Topic on Project talk:New contributors
No assessment plan so far. Do you want to propose one? I agree we will obtain better results.
I started by listing current activities plus initiatives that were already started, to map the current efforts. Ontology and Category:New_contributors are related and it is quite straightforward to get them to a decent first iteration. The goal is to identify the key content at mediawiki.org and open the door to the aggregation of related content from the Wikimedia Blog, Bugzilla and perhaps Gerrit.
There are two principle guiding my steps:
- The chronological sequence of events for an absolute newcomer, focusing on the first points of contact first.

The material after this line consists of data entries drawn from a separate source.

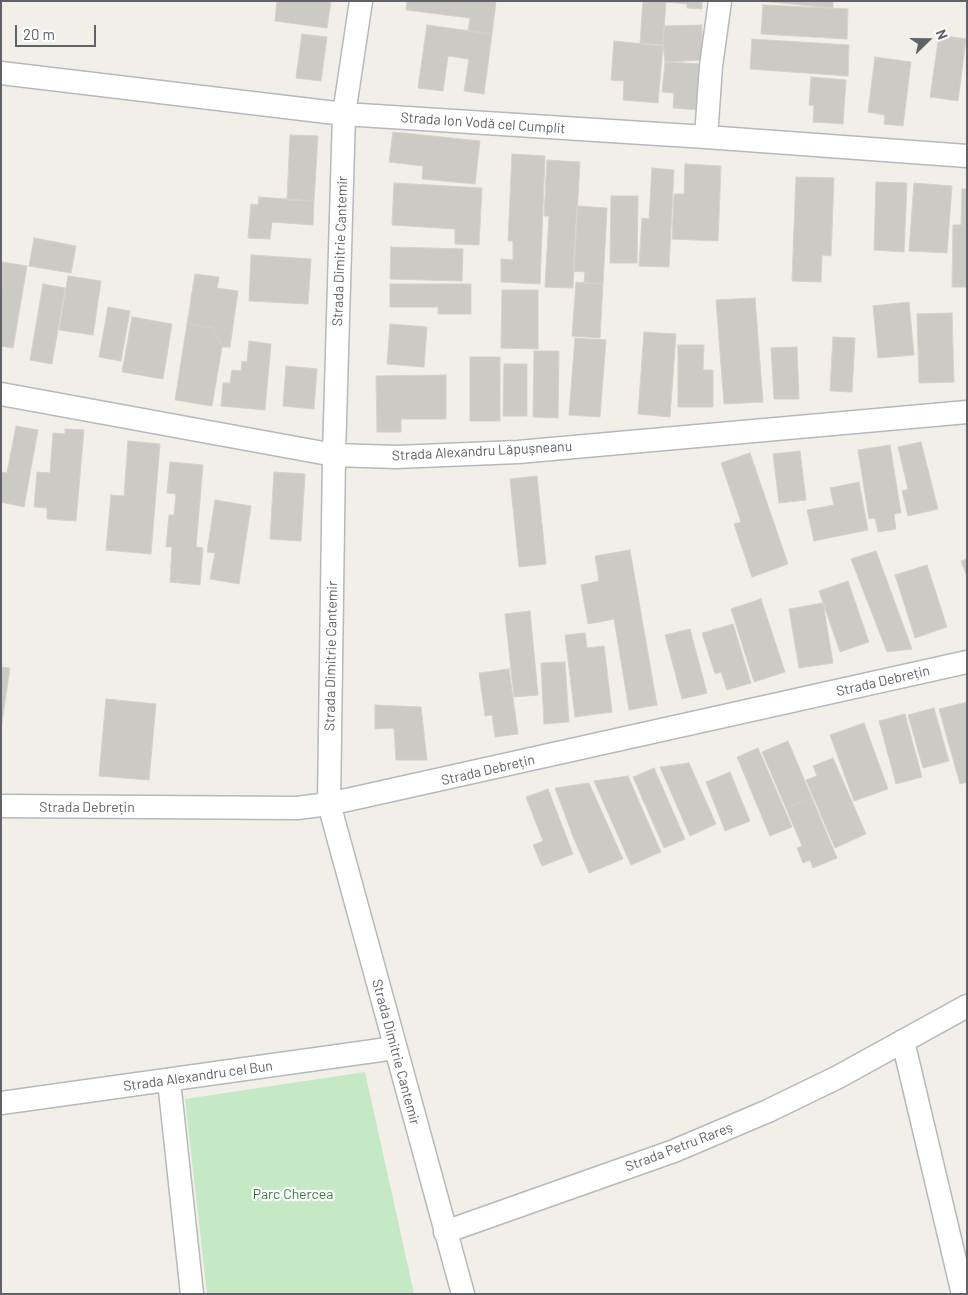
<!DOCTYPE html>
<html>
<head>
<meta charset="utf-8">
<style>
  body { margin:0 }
  #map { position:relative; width:968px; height:1295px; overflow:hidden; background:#f1efe8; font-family:Barlow,sans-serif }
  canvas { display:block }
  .frame { position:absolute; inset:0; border:2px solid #5f6368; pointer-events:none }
  .north { position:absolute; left:903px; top:15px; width:50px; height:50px; -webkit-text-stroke:4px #fff; paint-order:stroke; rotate:68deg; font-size:14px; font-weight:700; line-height:20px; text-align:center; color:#5f6368 }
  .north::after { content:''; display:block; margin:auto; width:18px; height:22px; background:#5f6368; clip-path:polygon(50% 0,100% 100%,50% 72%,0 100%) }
  .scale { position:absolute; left:15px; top:25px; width:81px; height:22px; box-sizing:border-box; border:2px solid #5f6368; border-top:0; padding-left:6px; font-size:15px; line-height:18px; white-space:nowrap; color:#5f6368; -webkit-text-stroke:4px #fff; paint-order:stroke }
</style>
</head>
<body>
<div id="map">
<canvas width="968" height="1295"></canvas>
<div class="frame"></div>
<div class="north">N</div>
<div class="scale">20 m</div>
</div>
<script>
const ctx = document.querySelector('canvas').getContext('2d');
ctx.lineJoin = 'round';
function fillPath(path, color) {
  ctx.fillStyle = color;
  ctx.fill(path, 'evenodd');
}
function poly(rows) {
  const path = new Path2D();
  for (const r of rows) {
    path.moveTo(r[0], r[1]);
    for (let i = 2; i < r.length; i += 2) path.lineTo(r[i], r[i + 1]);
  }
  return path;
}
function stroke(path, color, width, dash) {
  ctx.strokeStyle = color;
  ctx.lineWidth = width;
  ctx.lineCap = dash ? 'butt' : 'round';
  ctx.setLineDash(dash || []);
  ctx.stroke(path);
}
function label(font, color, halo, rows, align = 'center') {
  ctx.font = font + ' Barlow,sans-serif';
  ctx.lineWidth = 4.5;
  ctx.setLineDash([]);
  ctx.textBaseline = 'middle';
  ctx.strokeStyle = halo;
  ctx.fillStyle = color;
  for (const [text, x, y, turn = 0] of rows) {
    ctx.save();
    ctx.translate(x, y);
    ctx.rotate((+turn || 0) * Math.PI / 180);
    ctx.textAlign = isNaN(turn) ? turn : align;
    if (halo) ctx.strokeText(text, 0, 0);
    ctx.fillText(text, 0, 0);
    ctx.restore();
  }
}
fillPath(poly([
  [365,1072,414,1294,207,1294,185,1099]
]), '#c5e8c5');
const building = poly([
  [277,1,331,1,327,28,275,21,277,1],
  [407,1,496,1,492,34,468,31,470,18,406,10,407,1],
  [643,1,702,1,702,9,687,8,687,4,666,2,663,45,640,43,643,1],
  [761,1,833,1,833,8,761,1],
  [763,5,848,9,847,39,761,34,763,5],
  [427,25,492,34,484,94,464,91,469,59,448,56,443,91,418,88,427,25],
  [702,25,702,60,665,62,663,45,664,26,702,25],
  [302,34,327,37,321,81,296,78,302,34],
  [939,35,966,39,958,101,930,97,939,35],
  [752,39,849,45,848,76,750,69,752,39],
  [614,41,663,46,658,103,623,100,624,81,611,80,614,41],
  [875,57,911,62,903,126,884,124,885,115,868,112,875,57],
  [665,62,702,64,699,110,673,108,674,93,662,92,665,62],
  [811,77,846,80,843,124,813,122,814,106,809,105,811,77],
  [393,132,480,141,475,184,422,179,423,166,389,162,393,132],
  [290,135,318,136,314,201,287,200,290,135],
  [512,154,545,156,540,284,501,282,501,259,513,260,513,241,508,241,512,154],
  [547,160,580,162,573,288,545,287,549,216,544,216,547,160],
  [685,164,721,166,718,241,672,239,674,194,684,194,685,164],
  [652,168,674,170,669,267,639,266,642,218,649,219,652,168],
  [796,177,834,178,831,256,822,255,821,282,792,281,796,177],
  [876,182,907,183,904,252,874,250,876,182],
  [394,183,482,188,479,245,455,244,455,229,392,225,394,183],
  [914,183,952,186,947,253,909,251,914,183],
  [962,189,967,189,967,287,952,287,953,225,961,225,962,189],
  [611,196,638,196,637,263,610,263,611,196],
  [259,197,314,201,313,225,272,222,270,239,248,238,251,204,258,205,259,197],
  [577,206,607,208,603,284,584,283,585,272,573,271,577,206],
  [34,238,76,246,71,273,29,266,34,238],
  [391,247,463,249,462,281,390,279,391,247],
  [251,255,311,259,308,304,249,301,251,255],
  [2,262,27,266,13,348,1,346,2,262],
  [195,274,219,277,217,288,238,291,230,347,222,347,213,328,187,324,195,274],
  [68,276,101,281,93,335,59,330,68,276],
  [576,282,603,284,600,338,572,336,576,282],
  [43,284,65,288,52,364,30,360,43,284],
  [390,284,471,284,471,314,438,314,438,307,390,307,390,284],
  [502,290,538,290,538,349,501,348,502,290],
  [755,298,763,402,724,404,716,300,755,298],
  [909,302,914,355,878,358,873,306,909,302],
  [108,307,130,311,121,361,99,357,108,307],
  [952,313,954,382,919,383,917,314,952,313],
  [132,317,172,324,163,379,122,372,132,317],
  [187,324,213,328,222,347,212,406,175,400,187,324],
  [390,324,427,327,424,367,387,364,390,324],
  [644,332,676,334,670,417,638,414,644,332],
  [833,337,855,338,852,392,830,391,833,337],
  [575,338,606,340,600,417,569,415,575,338],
  [249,341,271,344,265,410,221,406,223,383,230,383,232,370,241,371,242,361,247,362,249,341],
  [678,345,704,345,703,370,713,370,713,407,678,407,678,345],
  [797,347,799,399,774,399,771,348,797,347],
  [534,351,559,351,558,418,533,417,534,351],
  [470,357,500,357,500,421,470,421,470,357],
  [504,364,527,364,527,416,503,416,504,364],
  [286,366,317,369,314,409,283,406,286,366],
  [446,375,446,419,401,419,401,432,377,432,376,376,446,375],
  [16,426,38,430,24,507,1,502,1,472,7,473,16,426],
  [65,429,84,430,76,521,47,519,47,508,34,507,37,472,50,473,53,433,65,434,65,429],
  [128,441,160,444,151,554,106,550,111,495,124,496,128,441],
  [921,442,938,509,908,516,902,491,908,489,898,447,921,442],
  [890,445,901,513,894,514,896,529,878,532,875,518,869,519,858,450,890,445],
  [800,451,806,500,779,503,773,454,800,451],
  [750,453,788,564,752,577,734,524,741,522,721,463,750,453],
  [170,462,203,465,196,547,203,548,200,585,170,582,172,547,166,547,169,515,174,515,176,494,167,493,170,462],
  [274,472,305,474,301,541,270,539,274,472],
  [537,476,546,564,519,567,510,479,537,476],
  [859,482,868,530,814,541,807,510,834,505,830,488,859,482],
  [215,500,251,506,239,584,210,579,215,553,207,552,215,500],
  [630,550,657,705,629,710,614,619,588,624,581,585,599,581,595,556,630,550],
  [876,551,912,649,887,652,851,559,876,551],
  [967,559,967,577,961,561,967,559],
  [927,565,947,627,915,638,895,575,927,565],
  [848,581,869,642,840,652,819,591,848,581],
  [761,599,785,672,754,682,731,609,761,599],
  [823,603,833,663,799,668,789,609,823,603],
  [530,611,538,695,514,697,505,614,530,611],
  [733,624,751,683,727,690,721,672,715,674,702,633,733,624],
  [690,629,707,693,682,699,665,635,690,629],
  [585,633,587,648,604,646,612,712,575,717,565,635,585,633],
  [565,662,569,722,544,724,541,663,565,662],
  [1,667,10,668,1,729,1,667],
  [509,669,518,734,495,737,492,715,485,716,479,673,509,669],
  [106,699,156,704,149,780,99,776,106,699],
  [967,702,967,782,960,784,939,709,967,702],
  [375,705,421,707,427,760,396,760,394,728,375,729,375,705],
  [934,708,949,761,923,768,908,715,934,708],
  [905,714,922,777,896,784,879,721,905,714],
  [864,723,888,789,854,801,830,735,864,723],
  [788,741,812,798,786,808,762,752,788,741],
  [758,748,792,827,770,836,737,757,758,748],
  [833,758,866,834,835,848,806,780,817,776,813,766,833,758],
  [689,763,716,824,690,836,660,767,689,763],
  [654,768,685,839,664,848,633,777,654,768],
  [730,772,750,821,725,831,706,782,730,772],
  [628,776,661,852,631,865,594,781,628,776],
  [589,783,623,859,589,873,574,839,555,788,589,783],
  [548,789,573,854,542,866,533,845,543,841,526,797,548,789],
  [812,798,837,858,813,868,810,860,803,863,797,848,802,846,786,808,812,798]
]);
fillPath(building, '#cccac5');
stroke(building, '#d6d1c6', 1);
const street = poly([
  [361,1,344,114,334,455,329,804,463,1294],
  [1,73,344,114,706,137,967,156],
  [706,137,711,66,720,1],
  [1,394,334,455,396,457,518,452,967,412],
  [1,806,297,808,329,804,967,662],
  [903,1041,963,1294],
  [169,1081,192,1294],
  [1,1103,395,1048],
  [445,1232,674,1151,768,1111,838,1077,967,1006]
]);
stroke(street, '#b5b8bc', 25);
stroke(street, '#fff', 22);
label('14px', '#5f6368', '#fff', [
  ["Strada Ion Vodă cel Cumplit",483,123,4],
  ["Strada Dimitrie Cantemir",340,251,-88],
  ["Strada Alexandru Lăpușneanu",482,451,-3],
  ["Strada Dimitrie Cantemir",331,656,-89],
  ["Strada Debrețin",883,681,-13],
  ["Strada Debrețin",488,770,-13],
  ["Strada Debrețin",87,807],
  ["Strada Dimitrie Cantemir",396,1052,75],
  ["Strada Alexandru cel Bun",198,1076,-8],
  ["Strada Petru Rareș",679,1147,-21]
]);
label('14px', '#348238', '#fff', [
  ["Parc Chercea",293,1194]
]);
</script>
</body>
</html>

Like channeling water and starting closer to the source.
- Have a variety of tasks offered here so people with different skills and interests have a chance to contribute to different areas.
Proposing a plan is not my job, nor would I have time. But the need to establish one and carry it out should be clear. We can all sit around talkpages and mailing lists indefinitely, discussing the matter, miming the actions of new users, and even writing a plethora of personas that fit our perecptions perfectly, if we want, and still get essentially nowhere if nobody gets out the door, so to speak, and actually talks to and researches the new users and the problems they face, gathering quantifiable data on where they wind up and how it impacts them when they do.
I should hope that's your job, because if not there appears to be a rather massive hole in this entire process.
The Engineering Community Team is constantly dealing with potential and actual new contributors, getting out of the door and talking to them. We deal regularly with requests arriving from multiple sources and we organize and attend events and talk with people interested in doing a first contribution. The fact that I can't show you research data right now doesn't mean that we are working in an isolated lab.
I understand proposing a plan "it's not your job". I will continue working on a plan while keeping the work-in-progress approach.
Thank you.
And I'm sorry, I didn't mean to be so accusatory. I know you're doing what you can... it just scares me sometimes.